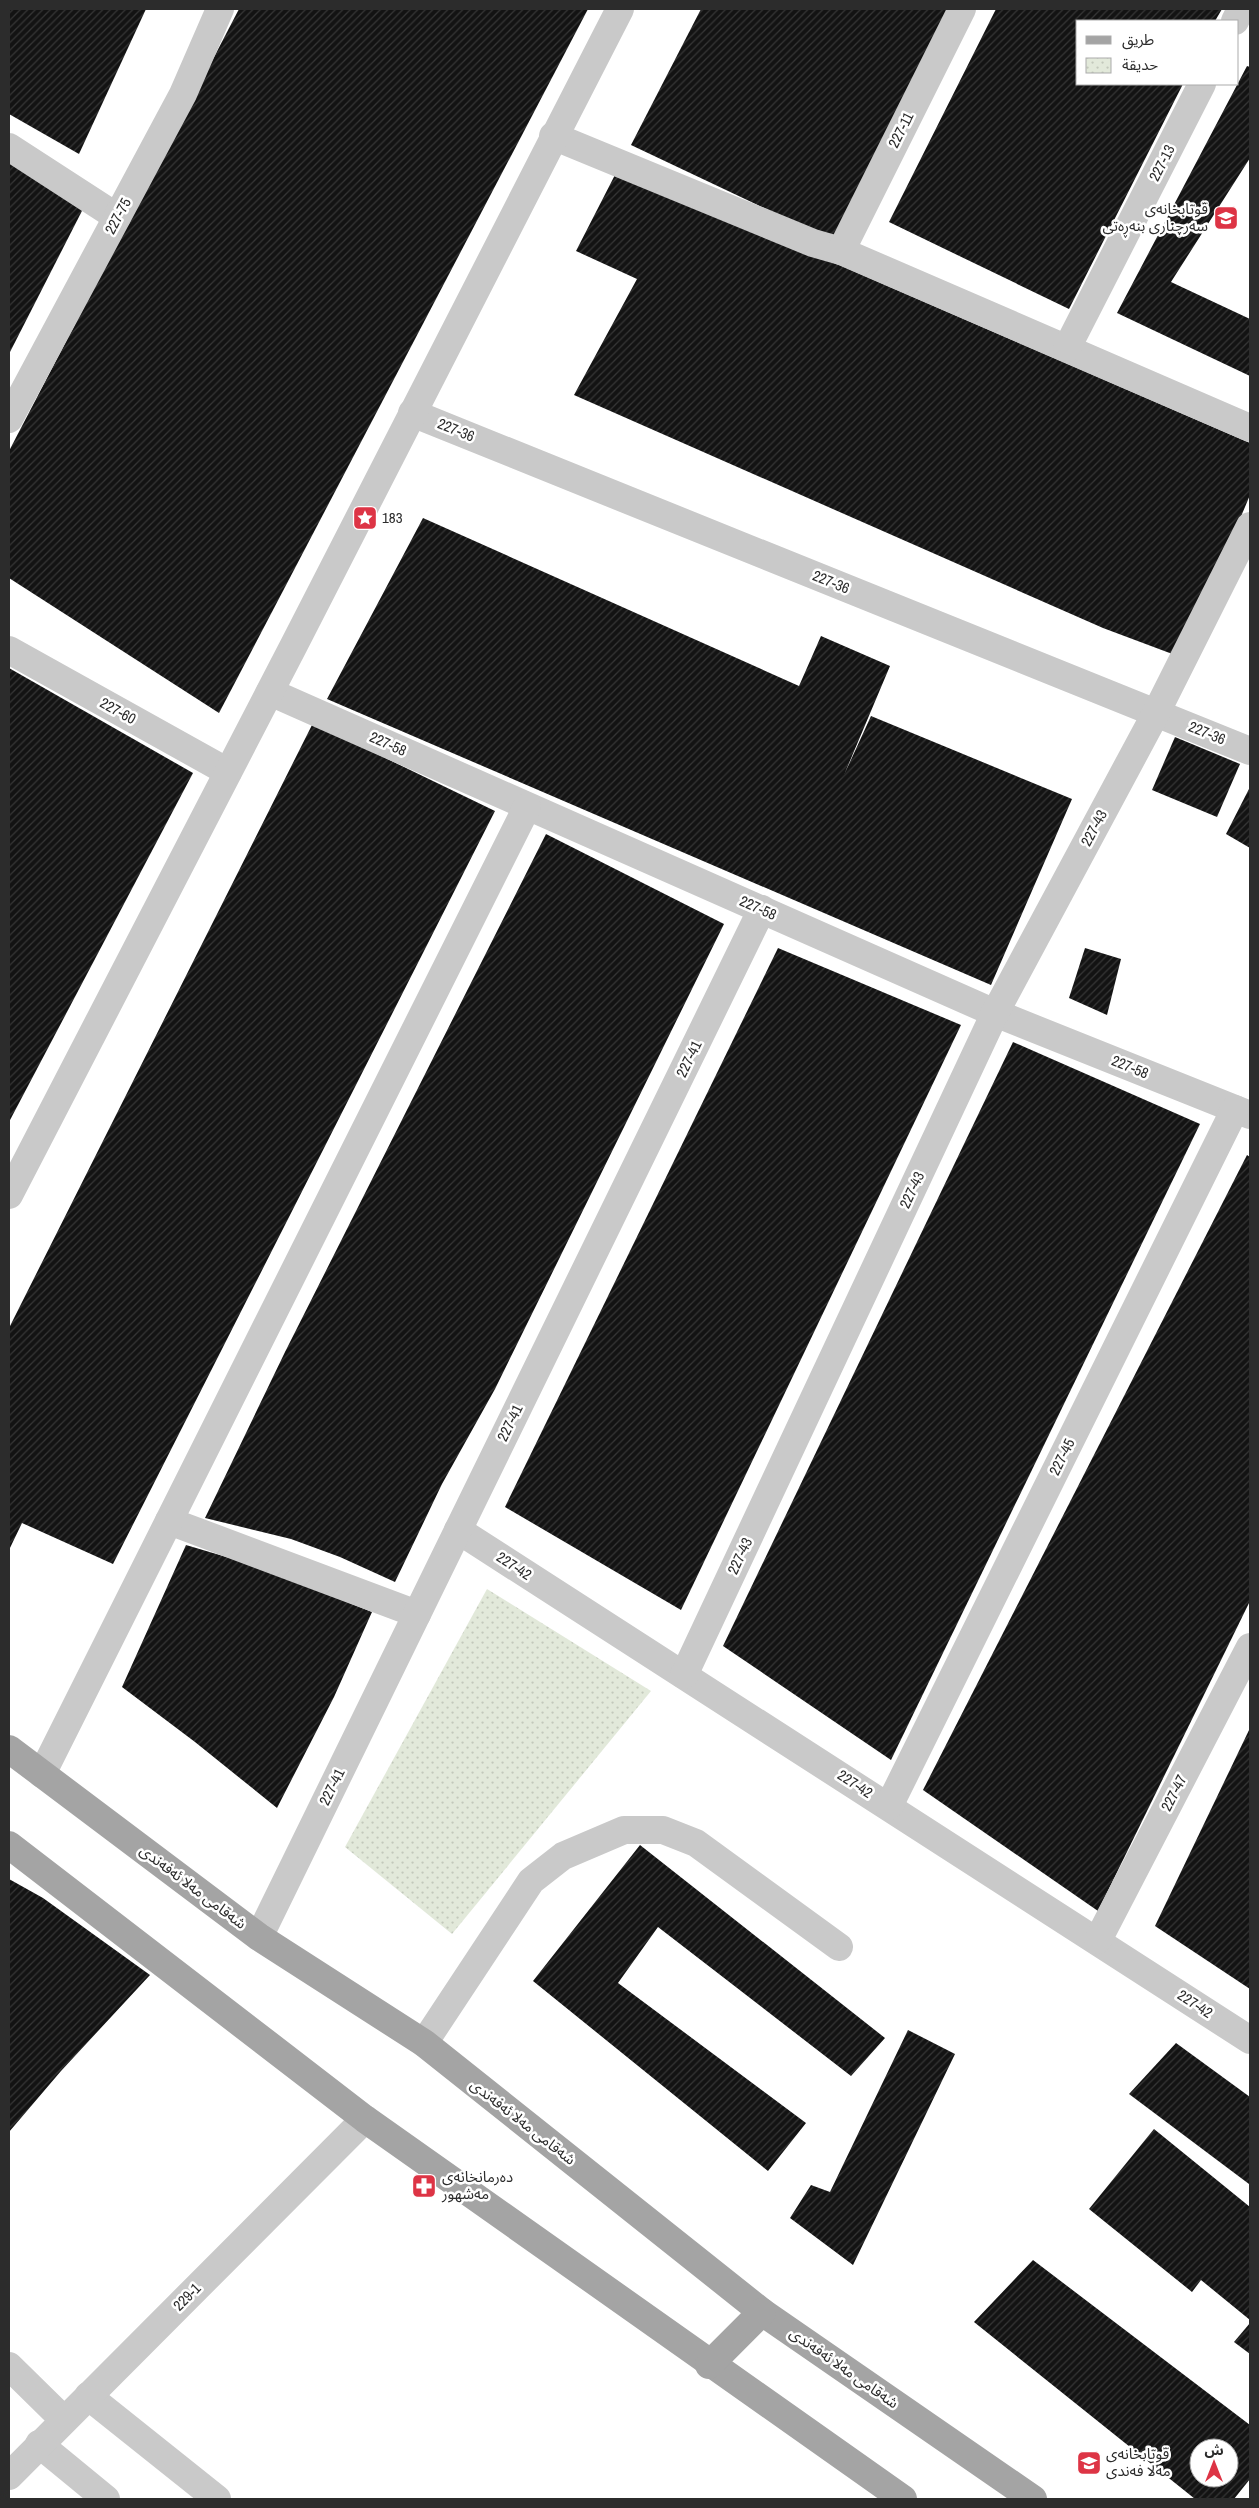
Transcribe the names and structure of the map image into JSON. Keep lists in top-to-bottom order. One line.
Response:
{"streets":{"main road":["شەقامی مەلا ئەفەندی"],"street":["227-11","227-13","227-75","227-36","227-60","227-58","227-43","227-41","227-45","227-42","227-47","229-1"]},"crossings":[["227-36","227-43"],["227-58","227-43"],["227-58","227-41"],["227-58","227-45"],["227-43","227-42"],["227-41","227-42"],["227-41","شەقامی مەلا ئەفەندی"],["227-45","227-42"],["227-42","227-47"]],"places":{"school or university":["قوتابخانەی سەرچناری بنەڕەتی","قوتابخانەی مەلا فەندی"],"place":["183"],"pharmacy":["دەرمانخانەی مەشهور"]},"legend":["طريق","حديقة"],"north":"top"}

TASK DESCRIPTION: Transcribe the full listing above exactly, with the images removed.

SOLUTION TO THE EXERCISE:
Transcribe the names and structure of the map image into JSON. Keep lists in top-to-bottom order. One line.
Response:
{"streets":{"main road":["شەقامی مەلا ئەفەندی"],"street":["227-11","227-13","227-75","227-36","227-60","227-58","227-43","227-41","227-45","227-42","227-47","229-1"]},"crossings":[["227-36","227-43"],["227-58","227-43"],["227-58","227-41"],["227-58","227-45"],["227-43","227-42"],["227-41","227-42"],["227-41","شەقامی مەلا ئەفەندی"],["227-45","227-42"],["227-42","227-47"]],"places":{"school or university":["قوتابخانەی سەرچناری بنەڕەتی","قوتابخانەی مەلا فەندی"],"place":["183"],"pharmacy":["دەرمانخانەی مەشهور"]},"legend":["طريق","حديقة"],"north":"top"}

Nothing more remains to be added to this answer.